CKEditor 4 Documentation

Contributing Code and Providing Patches to CKEditor

To propose a bug fix or a new functionality you need to create a pull request in the CKEditor GitHub repository (you can read more about pull requests and how to create them first).

Setting Up the Development Environment

  1. Fork the CKEditor repository and clone your fork.
  2. Set the development tools up if you are planning to make changes in the editor code. If you want to make a simple typographical change or a change in the comments or API docs, then you can skip the next steps.

    • Install Node.js.
    • Install Grunt globally:

        npm install -g grunt-cli
      
    • Install CKEditor's development dependencies (Grunt plugins, Bender.js, etc.)

        cd ckeditor-dev
        npm install
      
    • Set the testing environment up, because your changes in the editor code will need tests.

    • Install Git hooks (currently there is only one hook that will run a linter and code style checker when you make a commit):

        grunt githooks
      

      Note: You can run linter and code style checker on the files that were modified (and not committed yet) by executing the default Grunt task:

        grunt
      

      Or on the entire repository (it takes a while...):

        grunt jshint:all && grunt jscs:all
      

Branches

When the environment is set up and running you can start working on your patch. First, create a separate branch to group your changes. If there is a ticket on http://dev.ckeditor.com/ use its number, otherwise create a new ticket yourself and use its number or just pick any meaningful name:

git checkout -b t/12345

Tests

Note that all patches which change the editor code must include tests.

Every change which can be tested automatically should have at least one automated test. Read about writing tests in Bender.js.

If you do not know how to write tests for your patch, you can make an incomplete pull request and the core team will give you some hints or perhaps someone else from the community will step in.

Some type of features or bugs cannot be tested automatically. In such cases, make sure to create a manual test (see this one for instance).

To see manual tests in the Bender.js dashboard you need to change the filter from is:unit to is:manual.

Creating a Pull Request

Once your patch is ready, tested and committed, push your branch to your CKEditor fork:

git push origin t/12345

And create a pull request in the official CKEditor repository.

Review

A CKEditor core developer will review your patch. We will check things like:

  • Is it clear what the patch is meant to do?
  • Does the patch have tests?
  • Do the changes fix the issue or do what they were meant to do?
  • Is the code style correct?

Reviewing takes a lot of time and the core team is not always able to find time for it. We are sorry for any late replies that may happen!

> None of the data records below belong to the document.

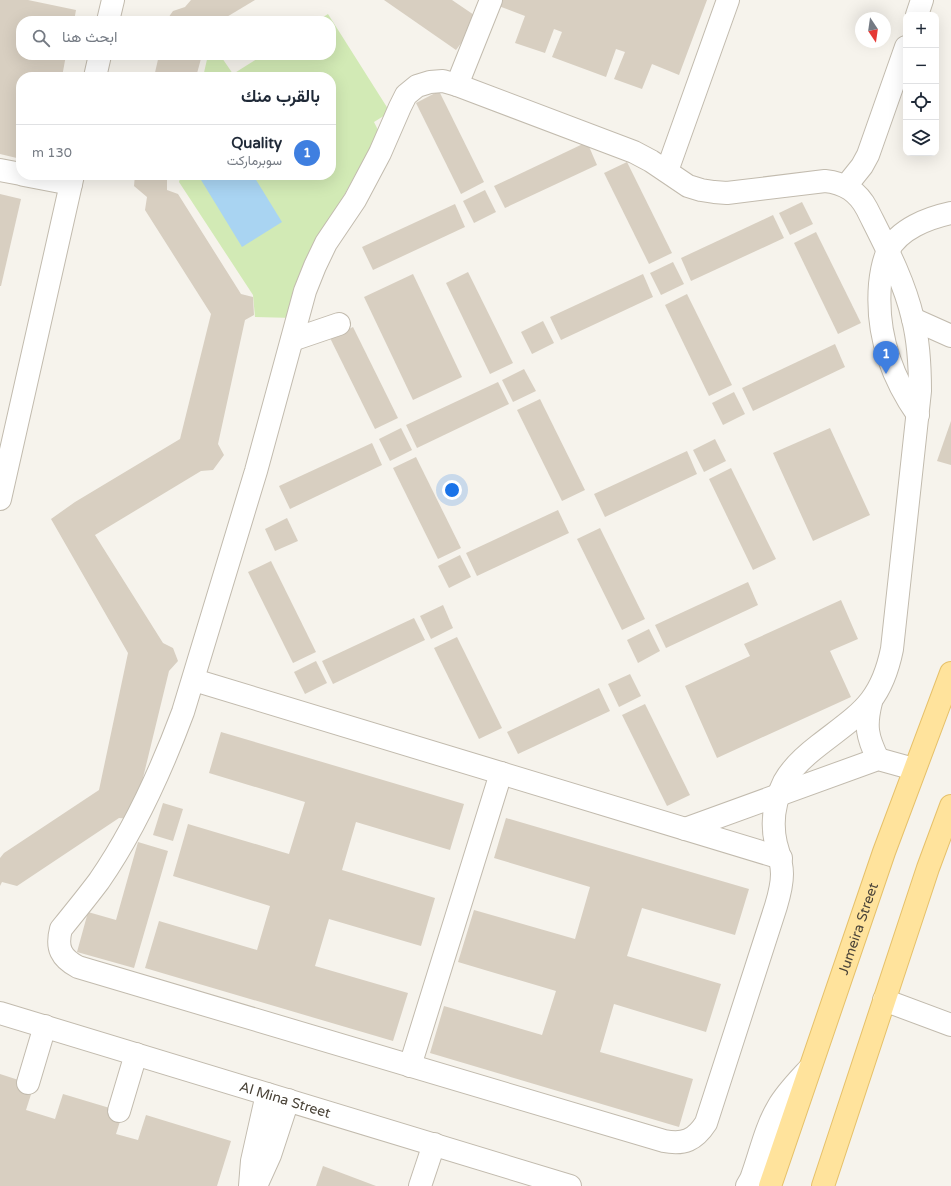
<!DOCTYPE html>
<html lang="ar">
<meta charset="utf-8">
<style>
:root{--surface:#fff;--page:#f2f2f3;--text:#1f2937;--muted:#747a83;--line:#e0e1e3;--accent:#fc3f1d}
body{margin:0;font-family:"Varela Round",Vazirmatn,sans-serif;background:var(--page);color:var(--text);direction:rtl}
.controls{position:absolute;right:12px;top:12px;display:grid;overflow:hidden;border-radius:8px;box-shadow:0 4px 16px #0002}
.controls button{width:36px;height:36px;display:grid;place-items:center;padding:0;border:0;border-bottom:1px solid var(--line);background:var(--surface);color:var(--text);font:20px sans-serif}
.compass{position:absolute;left:855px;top:12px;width:36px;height:36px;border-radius:50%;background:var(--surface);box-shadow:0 4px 16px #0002;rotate:167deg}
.you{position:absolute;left:452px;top:490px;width:14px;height:14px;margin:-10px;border:3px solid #fff;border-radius:50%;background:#1a73e8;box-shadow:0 0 0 6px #1a73e833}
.badge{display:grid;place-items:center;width:26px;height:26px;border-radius:50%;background:var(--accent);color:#fff;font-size:13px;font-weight:700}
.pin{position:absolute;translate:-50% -33px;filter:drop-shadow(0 1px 2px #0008)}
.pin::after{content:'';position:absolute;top:21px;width:14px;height:12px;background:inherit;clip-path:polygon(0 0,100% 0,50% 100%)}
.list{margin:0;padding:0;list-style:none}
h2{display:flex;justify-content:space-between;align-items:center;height:52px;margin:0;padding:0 16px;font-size:17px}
h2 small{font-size:13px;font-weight:400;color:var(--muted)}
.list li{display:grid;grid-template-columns:26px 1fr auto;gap:12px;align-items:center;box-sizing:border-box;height:56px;padding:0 16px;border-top:1px solid var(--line)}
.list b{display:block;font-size:15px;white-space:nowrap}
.list p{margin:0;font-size:13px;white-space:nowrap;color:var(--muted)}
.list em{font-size:13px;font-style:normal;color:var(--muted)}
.icon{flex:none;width:22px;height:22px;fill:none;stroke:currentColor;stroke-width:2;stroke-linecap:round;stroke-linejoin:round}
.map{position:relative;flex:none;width:951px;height:1186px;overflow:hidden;direction:ltr}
.search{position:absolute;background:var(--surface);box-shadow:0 4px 16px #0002;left:16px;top:16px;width:320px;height:44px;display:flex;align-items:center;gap:10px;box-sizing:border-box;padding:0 14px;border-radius:16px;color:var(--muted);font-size:15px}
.panel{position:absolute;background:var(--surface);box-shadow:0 4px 16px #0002;left:16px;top:72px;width:320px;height:108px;border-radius:16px;direction:rtl}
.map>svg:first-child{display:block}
</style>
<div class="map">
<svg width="951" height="1186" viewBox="0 0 951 1186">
<rect width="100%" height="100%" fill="#f6f3ec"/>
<!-- green -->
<polygon fill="#d2eab5" points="328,14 390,112 374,122 382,138 359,168 336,210 294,318 255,317 253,295 179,182 181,175 331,175 331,77 203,77 208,55 220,55 233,74 263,55 331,55 331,21 317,21"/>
<!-- water -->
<polygon fill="#a9d4f2" points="198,175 253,175 282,222 242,247"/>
<!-- building -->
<g fill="#d8cfc1">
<polygon points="0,0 28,0 76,10 74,21 21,21 21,55 66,55 62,77 21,77 21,159 0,154"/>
<polygon points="191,0 255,0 220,21 166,21 173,11 185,7"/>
<polygon points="384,0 452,0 477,17 469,44 462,42 456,50"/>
<polygon points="498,0 707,0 679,75 652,64 642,89 614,79 625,52 616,49 606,77 552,57 562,32 554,29 545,53 515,43 525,16 496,5"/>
<polygon points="159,55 202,55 196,77 154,77"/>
<polygon points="439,91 484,182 461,194 416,103"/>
<polygon points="587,142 597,165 505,208 494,186"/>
<polygon points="627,162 672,253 649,264 604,173"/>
<polygon points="135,175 167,175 167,190 178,194 241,294 253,297 254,315 245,320 218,444 224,455 213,470 201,471 95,535 163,643 173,648 178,661 169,671 133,819 119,818 17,886 2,882 0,886 0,858 4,853 99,790 128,653 51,519 75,502 180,439 211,314 145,210 147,197 134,186"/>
<polygon points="485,190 496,212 474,223 463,201"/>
<polygon points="0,194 21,199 1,286 0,286"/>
<polygon points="802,202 813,224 790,235 779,213"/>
<polygon points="455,204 465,227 373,270 362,247"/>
<polygon points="773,215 784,238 691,281 681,258"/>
<polygon points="816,232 861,323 838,334 794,243"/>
<polygon points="673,262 684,284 661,295 650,273"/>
<polygon points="468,272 513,363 490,374 446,283"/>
<polygon points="413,274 462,377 413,400 364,297"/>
<polygon points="643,274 653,297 561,340 550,317"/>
<polygon points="687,294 732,385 709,396 665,305"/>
<polygon points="543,321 554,343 532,354 521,332"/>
<polygon points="353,327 398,418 375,429 330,338"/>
<polygon points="835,344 845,367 753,411 742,388"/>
<polygon points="524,369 536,391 513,402 502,380"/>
<polygon points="498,382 509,404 417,448 406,425"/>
<polygon points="734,392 745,414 723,425 712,403"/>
<polygon points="540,399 585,490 562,501 517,410"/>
<polygon points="951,421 951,465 937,461"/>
<polygon points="401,428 412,450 390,461 379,439"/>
<polygon points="830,428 870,515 813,541 773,453"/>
<polygon points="715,439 726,461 704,472 693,450"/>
<polygon points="372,443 382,465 290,509 279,486"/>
<polygon points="687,451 697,474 605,517 594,494"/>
<polygon points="416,457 461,548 438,559 393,468"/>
<polygon points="731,468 776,559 753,570 709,479"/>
<polygon points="558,510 569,533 477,576 466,553"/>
<polygon points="287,518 298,541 275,551 265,529"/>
<polygon points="600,528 645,619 622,630 577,539"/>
<polygon points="460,555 471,577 449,588 438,566"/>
<polygon points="271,561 316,652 293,663 248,572"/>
<polygon points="748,582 758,605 666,648 655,625"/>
<polygon points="841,600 858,639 830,651 851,697 717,758 685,686 750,656 744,644"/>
<polygon points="443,605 453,628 431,639 420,616"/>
<polygon points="414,618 425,640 333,684 322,661"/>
<polygon points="649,629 660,651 638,663 627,640"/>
<polygon points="457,637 502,728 479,739 434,648"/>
<polygon points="316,661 327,683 305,694 294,672"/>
<polygon points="630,674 641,696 619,707 608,684"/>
<polygon points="599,688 610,711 518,754 507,732"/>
<polygon points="645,704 690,795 667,806 622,715"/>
<polygon points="221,732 464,804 450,850 356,822 342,870 435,898 421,946 329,919 315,966 408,993 393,1041 145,968 159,921 257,950 270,906 173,876 188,824 289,854 305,802 209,773"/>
<polygon points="163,803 183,809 173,841 153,835"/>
<polygon points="506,818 749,889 735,935 642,908 627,956 721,984 706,1032 614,1004 600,1052 693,1079 679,1127 430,1053 444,1006 542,1035 556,991 458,962 474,910 575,939 590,887 494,858"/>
<polygon points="138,842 168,851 134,968 77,952 88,912 116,920"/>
<polygon points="0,1074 34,1085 26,1110 55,1119 63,1094 123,1112 116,1134 138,1140 146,1115 231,1141 217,1186 0,1186"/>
<polygon points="323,1166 376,1186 316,1186"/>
</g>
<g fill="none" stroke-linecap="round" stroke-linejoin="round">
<defs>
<g id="minor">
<polyline points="917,15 922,0"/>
<polyline points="108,21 113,0"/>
<polyline points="95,77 100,55"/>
<path d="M443,81l14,4 177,67 17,9 37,25 13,4 13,2 13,1 98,-12c20,2 33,11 42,28 18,36 37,71 46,110 6,24 7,48 7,72l-28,258c-11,54 -32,64 -73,96 -13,10 -27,22 -35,37 -10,20 -13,40 -8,62 3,10 6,19 6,30 0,11 -3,22 -6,32l-70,217c-11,17 -22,22 -42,18l-586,-174c-17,-9 -22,-19 -17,-38 13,-16 26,-32 38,-48 36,-52 62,-110 84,-169l73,-241 49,-180 10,-25 11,-23 29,-43 25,-47 20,-46 6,-12 11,-9 13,-4z"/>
<polyline points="457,85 491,0"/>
<polyline points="0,170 21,174"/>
<polyline points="667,171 728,0"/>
<polyline points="24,175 71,184"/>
<polyline points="846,186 862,166 868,155 906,47"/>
<polyline points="913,319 951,336"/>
<polyline points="292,340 339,324"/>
<path d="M918,415c-28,-40 -42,-82 -38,-131 1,-10 3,-23 8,-33 11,-22 40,-33 63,-38"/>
<polyline points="0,499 73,175"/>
<polyline points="194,680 781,858"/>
<path d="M871,702c-6,24 -4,35 7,57"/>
<polyline points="685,829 878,759 914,769"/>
<polyline points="884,1000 951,1025"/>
<path id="s1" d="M0,1013l570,173"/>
<polyline points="410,1066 501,773"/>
<polyline points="28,1083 45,1026"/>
<polyline points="119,1111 136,1054"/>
<polyline points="250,1186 252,1161 267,1094"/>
<polyline points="256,1186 270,1155 288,1100"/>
<polyline points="420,1186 434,1144"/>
<path d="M747,1186l4,-7c9,-24 14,-50 27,-72 8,-14 20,-26 31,-38"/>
</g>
<g id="major">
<path id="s2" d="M770,1186l114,-334 67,-179"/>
<polyline points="823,1186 928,868 951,806"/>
</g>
</defs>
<!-- minor casing -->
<use href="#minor" stroke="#c2bbae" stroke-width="24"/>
<!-- major casing -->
<use href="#major" stroke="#e6c16a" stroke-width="24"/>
<!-- minor -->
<use href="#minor" stroke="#fff" stroke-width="22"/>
<!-- major -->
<use href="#major" stroke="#ffe39c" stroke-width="22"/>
</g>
<g text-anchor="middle" stroke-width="3" stroke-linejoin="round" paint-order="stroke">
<!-- street labels -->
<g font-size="14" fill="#4b4439" stroke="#fff">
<text dy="5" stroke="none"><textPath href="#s2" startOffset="272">Jumeira Street</textPath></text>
<text dy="5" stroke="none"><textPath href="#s1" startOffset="298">Al Mina Street</textPath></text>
</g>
</g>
</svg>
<div class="controls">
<button>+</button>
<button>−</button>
<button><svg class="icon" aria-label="locate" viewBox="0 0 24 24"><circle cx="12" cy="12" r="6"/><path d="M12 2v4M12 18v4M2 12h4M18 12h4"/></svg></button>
<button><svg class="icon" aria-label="layers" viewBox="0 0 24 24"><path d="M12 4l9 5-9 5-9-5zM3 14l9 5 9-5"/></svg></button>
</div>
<svg class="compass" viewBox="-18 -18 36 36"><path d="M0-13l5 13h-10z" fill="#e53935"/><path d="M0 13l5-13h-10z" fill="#747a83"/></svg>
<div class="you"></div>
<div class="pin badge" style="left:886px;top:374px;background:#3f7fe0">1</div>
<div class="search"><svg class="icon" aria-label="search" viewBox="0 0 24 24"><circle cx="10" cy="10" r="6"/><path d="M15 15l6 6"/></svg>ابحث هنا</div>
<section class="panel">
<h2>بالقرب منك<small></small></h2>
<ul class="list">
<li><span class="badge" style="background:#3f7fe0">1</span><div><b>Quality</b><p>سوبرماركت</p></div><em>130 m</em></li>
</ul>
</section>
</div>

Changes That Cannot Be Accepted as a Pull Request

There are two main groups of changes that usually cannot be accepted as pull requests:

  • New plugins. If you want to propose a new functionality which does not require changes in the core plugins, we kindly ask you to create a new plugin and add it to the Add-Ons Repository. The reason for that is that the core developers are able to maintain a limited number of plugins.
  • Changes in language files. All localization fixes and improvements should be done through the CKEditor UI Translation Center. Read more in the Localization guide.

Proposing Incomplete Patches

It may happen that you are unsure about the change that you want to make (e.g. whether you are heading in the right direction) or that you do not know how to write tests for it. Do not worry and just propose an incomplete patch. Try to explain what obstacles you encountered, so that the core team or other developers would be able to help you.